This recipe serves 3.

Ingredients:

7 cups of cooked rice

500grs of clams (I used cockles)

400grs of large prawns

2 tablespoons of olive oil

2 tablespoons of butter

½ red onion, chopped

3 cloves of garlic, minced

2 tablespoons of aji panca (a type of Peruvian Chili paste)

2 tablespoons of aji amarillo (Peruvian yellow chili paste)

½ cup of white wine

1 cup of fish or seafood stock (you can also use any stock you like)

1/3 cup of tomato puree

250ml of cream

¾ cup of frozen peas

20grs of grated parmesan

½ cup of chopped coriander

Salt to taste

Juice of ½ a lime

Extras:

More chopped coriander for decoration

Lime wedges for serving

 

Cook the rice. Once it is cooked, start with the rest.

Rinse the clams under cold water for a couple of minutes. Discard of any that are open and don’t close when you tap them.

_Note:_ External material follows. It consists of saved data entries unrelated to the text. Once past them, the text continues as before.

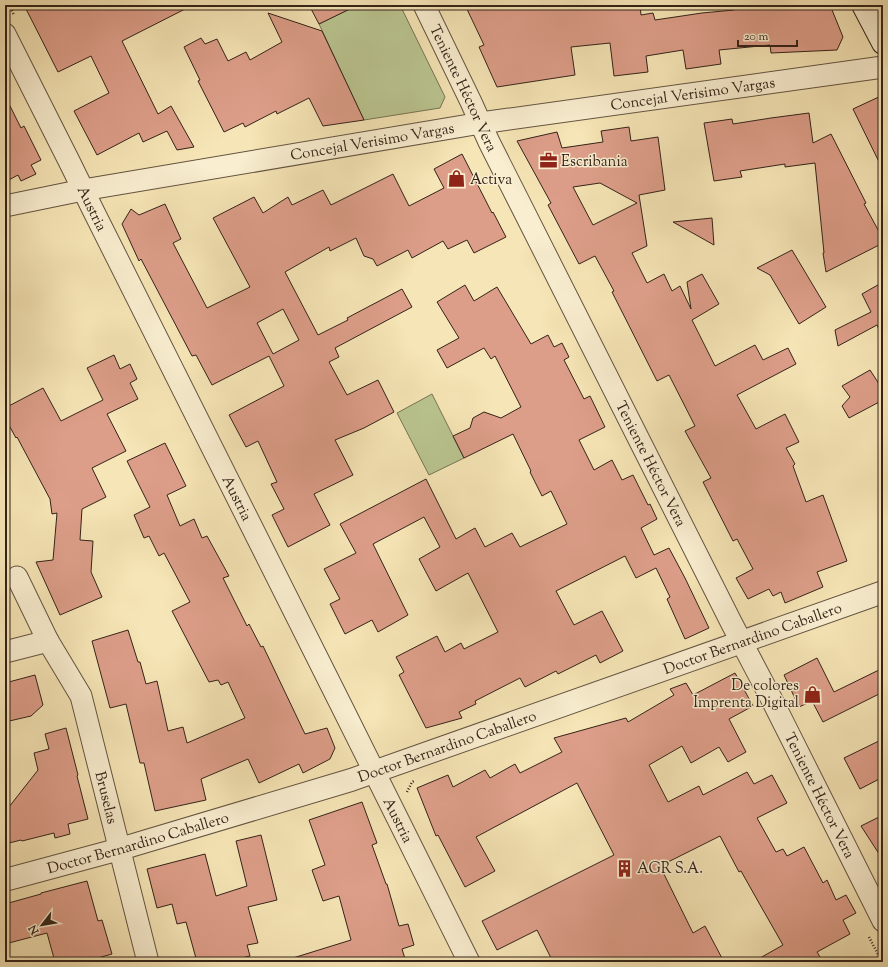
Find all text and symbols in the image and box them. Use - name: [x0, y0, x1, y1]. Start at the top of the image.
- street label: Teniente Héctor Vera: [423, 22, 501, 156]
- scale bar: [738, 22, 797, 48]
- text: 20 m: [744, 28, 769, 46]
- street label: Concejal Verisimo Vargas: [609, 73, 777, 117]
- street label: Concejal Verisimo Vargas: [289, 119, 456, 167]
- office icon: Escribania: [538, 151, 558, 171]
- place label: Escribania: [561, 152, 628, 173]
- shop icon: Activa: [447, 169, 467, 189]
- place label: Activa: [470, 170, 512, 191]
- street label: Austria: [71, 183, 111, 235]
- street label: Teniente Héctor Vera: [609, 398, 690, 531]
- street label: Austria: [216, 473, 256, 525]
- street label: Doctor Bernardino Caballero: [661, 598, 845, 681]
- place label: De colores Imprenta Digital: [693, 676, 799, 714]
- shop icon: De colores Imprenta Digital: [802, 684, 822, 704]
- street label: Doctor Bernardino Caballero: [355, 706, 540, 789]
- street label: Teniente Héctor Vera: [778, 729, 859, 863]
- street label: Bruselas: [88, 769, 122, 827]
- street label: Austria: [377, 795, 417, 847]
- street label: Doctor Bernardino Caballero: [45, 808, 232, 880]
- building icon: AGR S.A.: [614, 858, 634, 878]
- place label: AGR S.A.: [637, 859, 703, 880]
- north arrow: [22, 905, 62, 945]
- text: N: [25, 922, 44, 938]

In a large pan over medium heat, add the butter and olive oil. Once the butter has melted, add the onion and cook until translucent.

Then add the garlic, aji panca and aji amarillo. Cook for 1 minute while stirring.

Add the prawns and cook until they turn pink and are cooked through. This will only take a few minutes, depending on their size. Remove the prawns from the pan and set them aside.

Add the white wine, clams and stock to the same pan where you cooked the prawns. Cover it with a lid until the clams open. Once the clams are cooked, remove them from the pan and set them aside. Discard of any that didn’t open.

Add the tomato puree to the same pan. Stir to mix it well and then add the cooked rice. Stir and add the cream, Parmesan, peas and coriander. Stir until the peas are cooked. Add the juice of ½ a lime and salt to taste.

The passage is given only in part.